Para Pacheco, lo más reseñable es que esta intervención ha dejado clara la evolución de la iglesia. «Tiene una intervención muy importante en el siglo XVI y luego ya en la ampliación del siglo XVII», así como actuaciones que se fueron llevando a cabo en el siglo XVIII. Pacheco añadió que, a mediados del siglo XIX, hubo un proyecto importante para arreglar un sector del templo. En concreto, precisó que, tras la desamortización eclesiástica, se llevó hasta este edificio la parroquia de Santa Leocadia y Santa Eugenia, a partir de 1821. Entonces «estaba en un estado lamentable» y a mediados del siglo XIX se procedió a cubrir la bóveda, sobre la cual se han encontrado ahora los restos del artesonado original del siglo XVI. Asimismo, en la cúpula de la capilla mayor ha aparecido el artesonado mudéjar pintado por encima de la bóveda de yeso con motivos fundamentalmente vegetales y con el escudo de Fray Hernando de Talavera, que fue el fundador del convento.
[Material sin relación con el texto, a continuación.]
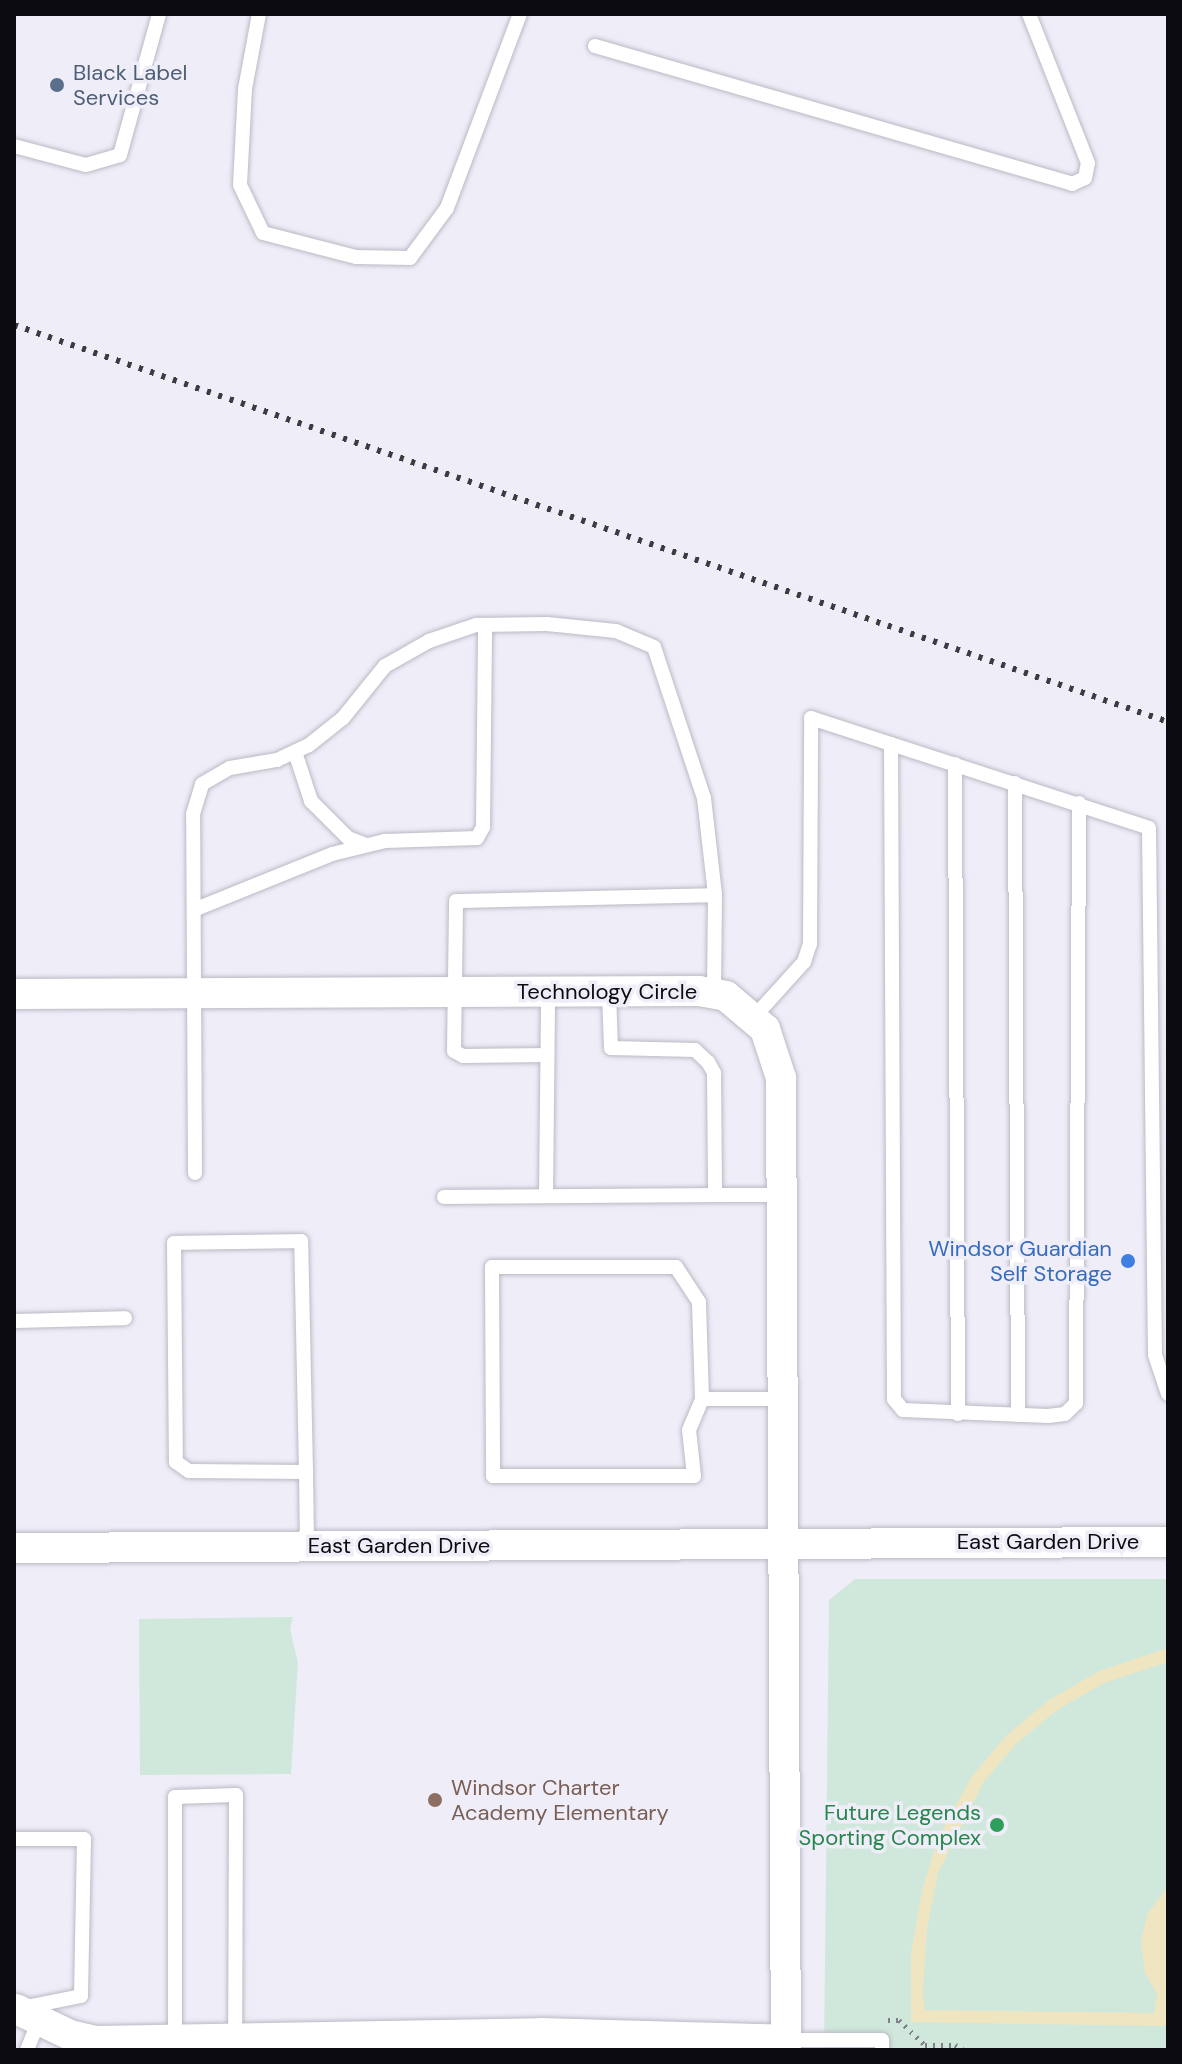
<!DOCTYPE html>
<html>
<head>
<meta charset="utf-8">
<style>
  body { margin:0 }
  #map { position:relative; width:1182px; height:2064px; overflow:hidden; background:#eeedf8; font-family:"DM Sans",sans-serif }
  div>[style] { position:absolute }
  .green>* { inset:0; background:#d0e8dc }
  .sand>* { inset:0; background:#efe5c0 }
  .path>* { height:5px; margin-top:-2.5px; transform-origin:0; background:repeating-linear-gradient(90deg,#818088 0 2px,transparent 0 8px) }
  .roads { filter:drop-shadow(0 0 2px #babac4) drop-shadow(0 0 2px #babac4) }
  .service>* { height:14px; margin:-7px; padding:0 7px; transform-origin:7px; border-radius:7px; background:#fff }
  .minor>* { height:30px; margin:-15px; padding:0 15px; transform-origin:15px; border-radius:15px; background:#fff }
  .rail>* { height:6px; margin-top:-3px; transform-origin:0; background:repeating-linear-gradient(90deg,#3c3b40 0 4px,transparent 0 12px) }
  .dots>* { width:22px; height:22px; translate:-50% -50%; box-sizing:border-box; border:4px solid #eeedf8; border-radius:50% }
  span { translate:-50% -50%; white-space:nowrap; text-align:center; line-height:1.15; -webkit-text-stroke:7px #eeedf8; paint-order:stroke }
  .service-label { font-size:22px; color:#4e5e75 }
  .left { translate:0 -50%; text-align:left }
  .street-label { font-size:22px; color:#0c0b0f }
  .shop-label { font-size:22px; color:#366cbe }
  .right { translate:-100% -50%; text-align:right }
  .education-label { font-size:22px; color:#785e54 }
  .leisure-label { font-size:22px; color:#27864d }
  .frame { position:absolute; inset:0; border:16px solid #0c0b0f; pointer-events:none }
</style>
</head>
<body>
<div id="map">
  <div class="green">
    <i style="clip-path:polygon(855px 1579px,1168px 1579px,1168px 2050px,824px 2050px,829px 1600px)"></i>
    <i style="clip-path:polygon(293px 1617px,290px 1629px,298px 1663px,291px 1774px,140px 1775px,139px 1619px)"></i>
  </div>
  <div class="sand">
    <i style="clip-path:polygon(1168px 1648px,1168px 1662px,1104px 1683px,1057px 1710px,1016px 1744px,983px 1783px,938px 1873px,927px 1929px,923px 1992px,925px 2010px,1154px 2013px,1157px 1994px,1145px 1973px,1141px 1941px,1148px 1913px,1168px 1886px,1168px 2026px,911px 2022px,911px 1953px,922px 1891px,938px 1838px,972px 1776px,1006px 1736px,1049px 1700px,1099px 1671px)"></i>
  </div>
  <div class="path">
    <i style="left:888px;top:2020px;width:11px"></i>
    <i style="left:899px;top:2020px;width:36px;rotate:44deg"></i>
    <i style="left:925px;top:2045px;width:30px"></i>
    <i style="left:955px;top:2045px;width:10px;rotate:29deg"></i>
  </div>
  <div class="roads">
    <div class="service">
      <i style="left:259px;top:14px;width:76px;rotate:100.6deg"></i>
      <i style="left:245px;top:89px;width:96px;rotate:93deg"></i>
      <i style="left:240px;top:185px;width:53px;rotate:64.4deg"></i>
      <i style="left:263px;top:233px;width:96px;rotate:14.5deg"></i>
      <i style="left:356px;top:257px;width:54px;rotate:1.1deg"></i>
      <i style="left:410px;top:258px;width:62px;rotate:-53.5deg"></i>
      <i style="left:447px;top:208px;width:207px;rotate:-69.4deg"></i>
      <i style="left:595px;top:46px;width:497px;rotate:16.1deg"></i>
      <i style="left:1072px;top:184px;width:14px;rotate:-25deg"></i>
      <i style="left:1085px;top:178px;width:15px;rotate:-79deg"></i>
      <i style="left:1088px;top:163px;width:160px;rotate:-111.6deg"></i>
      <i style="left:14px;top:146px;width:74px;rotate:14.8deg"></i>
      <i style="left:86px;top:165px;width:35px;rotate:-16deg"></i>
      <i style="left:120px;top:155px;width:146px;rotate:-74.5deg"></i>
      <i style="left:891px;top:744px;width:655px;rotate:89.74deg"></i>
      <i style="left:894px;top:1399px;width:14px;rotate:51deg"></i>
      <i style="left:903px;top:1410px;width:145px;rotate:2.4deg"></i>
      <i style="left:1048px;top:1416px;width:17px;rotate:-7deg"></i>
      <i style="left:1065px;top:1414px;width:16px;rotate:-45deg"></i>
      <i style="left:1076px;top:1403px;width:600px;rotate:-89.71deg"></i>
      <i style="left:295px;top:752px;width:52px;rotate:71.9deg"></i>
      <i style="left:311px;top:801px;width:52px;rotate:45deg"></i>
      <i style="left:348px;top:838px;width:19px;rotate:21deg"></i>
      <i style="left:955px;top:764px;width:650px;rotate:89.74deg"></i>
      <i style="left:1015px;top:783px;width:632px;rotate:89.73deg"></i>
      <i style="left:196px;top:909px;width:147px;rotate:-22deg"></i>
      <i style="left:332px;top:854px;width:55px;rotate:-13.8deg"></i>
      <i style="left:385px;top:841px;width:92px;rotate:-1.9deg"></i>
      <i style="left:477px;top:838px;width:13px;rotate:-61deg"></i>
      <i style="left:483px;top:827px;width:202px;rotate:-89.4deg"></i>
      <i style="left:609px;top:992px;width:56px;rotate:88deg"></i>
      <i style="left:611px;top:1048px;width:84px;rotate:1.4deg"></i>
      <i style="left:695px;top:1050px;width:18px;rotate:43deg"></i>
      <i style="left:708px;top:1062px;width:13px;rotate:61deg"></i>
      <i style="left:714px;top:1073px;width:122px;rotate:89.5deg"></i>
      <i style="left:715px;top:1195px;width:67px"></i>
      <i style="left:755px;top:1016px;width:73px;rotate:-47.8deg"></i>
      <i style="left:804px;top:962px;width:19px;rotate:-72deg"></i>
      <i style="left:810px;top:944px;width:226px;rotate:-89.7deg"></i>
      <i style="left:811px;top:718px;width:355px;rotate:18deg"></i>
      <i style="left:1149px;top:828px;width:527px;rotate:89.35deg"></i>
      <i style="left:1155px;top:1355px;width:41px;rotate:71.6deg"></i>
      <i style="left:547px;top:1055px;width:84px;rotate:179.3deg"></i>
      <i style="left:463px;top:1056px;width:10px;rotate:-151deg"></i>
      <i style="left:454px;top:1051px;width:150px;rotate:-89.2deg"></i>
      <i style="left:456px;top:901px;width:259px;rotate:-1.3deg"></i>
      <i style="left:715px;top:895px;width:98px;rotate:90.6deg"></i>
      <i style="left:195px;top:1173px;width:359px;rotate:-90.3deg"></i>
      <i style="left:193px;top:814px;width:31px;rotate:-73deg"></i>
      <i style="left:202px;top:784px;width:32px;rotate:-30deg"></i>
      <i style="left:230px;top:768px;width:48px;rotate:-9.7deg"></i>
      <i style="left:277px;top:760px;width:35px;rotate:-25deg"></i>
      <i style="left:309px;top:745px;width:43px;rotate:-38.5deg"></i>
      <i style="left:343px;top:718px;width:67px;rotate:-51.1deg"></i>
      <i style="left:385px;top:666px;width:51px;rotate:-29.6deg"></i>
      <i style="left:429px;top:641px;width:50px;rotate:-18.8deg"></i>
      <i style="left:476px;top:625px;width:71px;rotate:-0.8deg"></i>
      <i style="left:547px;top:624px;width:69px;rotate:5.8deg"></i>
      <i style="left:616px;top:631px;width:41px;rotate:22.8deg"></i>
      <i style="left:654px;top:647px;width:159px;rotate:71.7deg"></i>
      <i style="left:704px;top:798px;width:98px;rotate:83.5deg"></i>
      <i style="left:546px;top:1196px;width:204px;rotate:-89.4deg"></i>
      <i style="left:444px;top:1197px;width:271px;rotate:-0.4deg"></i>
      <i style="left:14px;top:1321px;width:111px;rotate:-1.5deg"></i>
      <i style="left:702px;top:1399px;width:97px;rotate:-91.8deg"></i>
      <i style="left:699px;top:1302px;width:42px;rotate:-123.3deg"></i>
      <i style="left:676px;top:1267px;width:184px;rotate:180deg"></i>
      <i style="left:492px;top:1267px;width:209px;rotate:89.7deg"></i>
      <i style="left:493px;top:1476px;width:201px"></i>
      <i style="left:694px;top:1476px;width:46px;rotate:-96.2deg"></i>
      <i style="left:689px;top:1430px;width:34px;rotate:-67deg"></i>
      <i style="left:702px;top:1399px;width:81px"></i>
      <i style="left:306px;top:1472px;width:231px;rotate:-91.2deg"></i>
      <i style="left:301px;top:1241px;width:127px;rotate:179.1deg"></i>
      <i style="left:174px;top:1243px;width:219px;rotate:89.5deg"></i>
      <i style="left:176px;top:1462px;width:16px;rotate:35deg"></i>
      <i style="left:189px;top:1471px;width:117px;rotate:0.5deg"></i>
      <i style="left:306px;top:1472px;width:74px;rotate:89.2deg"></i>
      <i style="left:14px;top:1839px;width:70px"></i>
      <i style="left:84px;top:1839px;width:157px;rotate:91.1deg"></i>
      <i style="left:81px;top:1996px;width:60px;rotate:168.5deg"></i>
      <i style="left:175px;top:2040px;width:243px;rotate:-90deg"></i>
      <i style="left:175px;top:1797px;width:61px;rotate:-1.9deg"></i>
      <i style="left:236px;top:1795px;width:242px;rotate:90.2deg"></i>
      <i style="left:786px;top:2040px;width:96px"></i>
      <i style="left:882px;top:2040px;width:10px;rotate:90deg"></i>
      <i style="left:27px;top:2050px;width:32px;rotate:-68deg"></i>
    </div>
    <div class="minor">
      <i style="left:14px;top:994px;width:685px;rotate:-0.25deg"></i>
      <i style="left:699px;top:991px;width:27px;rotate:10deg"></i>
      <i style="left:726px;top:996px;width:51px;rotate:40.2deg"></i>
      <i style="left:765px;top:1029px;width:52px;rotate:71.9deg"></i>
      <i style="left:781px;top:1078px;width:972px;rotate:89.71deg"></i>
      <i style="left:14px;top:1548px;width:1154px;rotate:-0.3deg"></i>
      <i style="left:16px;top:2009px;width:60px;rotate:25.7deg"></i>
      <i style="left:70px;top:2035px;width:28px;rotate:13deg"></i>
      <i style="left:97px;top:2041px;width:444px;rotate:-1deg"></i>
      <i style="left:541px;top:2033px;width:245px;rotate:1.6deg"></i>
    </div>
  </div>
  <div class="rail">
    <i style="left:14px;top:325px;width:1220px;rotate:18.98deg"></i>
  </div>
  <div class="dots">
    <i style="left:57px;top:85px;background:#5c6f8a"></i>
    <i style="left:1128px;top:1261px;background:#3f7fe0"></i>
    <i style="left:435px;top:1800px;background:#8d6e63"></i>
    <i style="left:997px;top:1825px;background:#2e9e5b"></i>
  </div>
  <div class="service-label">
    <span class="left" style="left:73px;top:85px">Black Label<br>Services</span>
  </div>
  <div class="street-label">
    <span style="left:607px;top:992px">Technology Circle</span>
    <span style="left:1048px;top:1542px">East Garden Drive</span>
    <span style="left:399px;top:1546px">East Garden Drive</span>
  </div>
  <div class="shop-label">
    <span class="right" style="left:1112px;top:1261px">Windsor Guardian<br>Self Storage</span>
  </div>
  <div class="education-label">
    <span class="left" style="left:451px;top:1800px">Windsor Charter<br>Academy Elementary</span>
  </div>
  <div class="leisure-label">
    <span class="right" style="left:981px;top:1825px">Future Legends<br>Sporting Complex</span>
  </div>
  <div class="frame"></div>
</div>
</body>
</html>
De igual manera, en unos sondeos realizados en esta intervención, en la cota más baja aparecieron restos de dos enterramientos romanos, antes de la construcción de la iglesia. «Existió una antigua iglesia de Santa Leocadia, del siglo XII-XIII hasta el XV», dijo Pacheco, quien añadió que manejan la hipótesis de que dos grandes muros que han hallado en el solar colindante de propiedad privada sean de esta antigua iglesia de Santa Leocadia.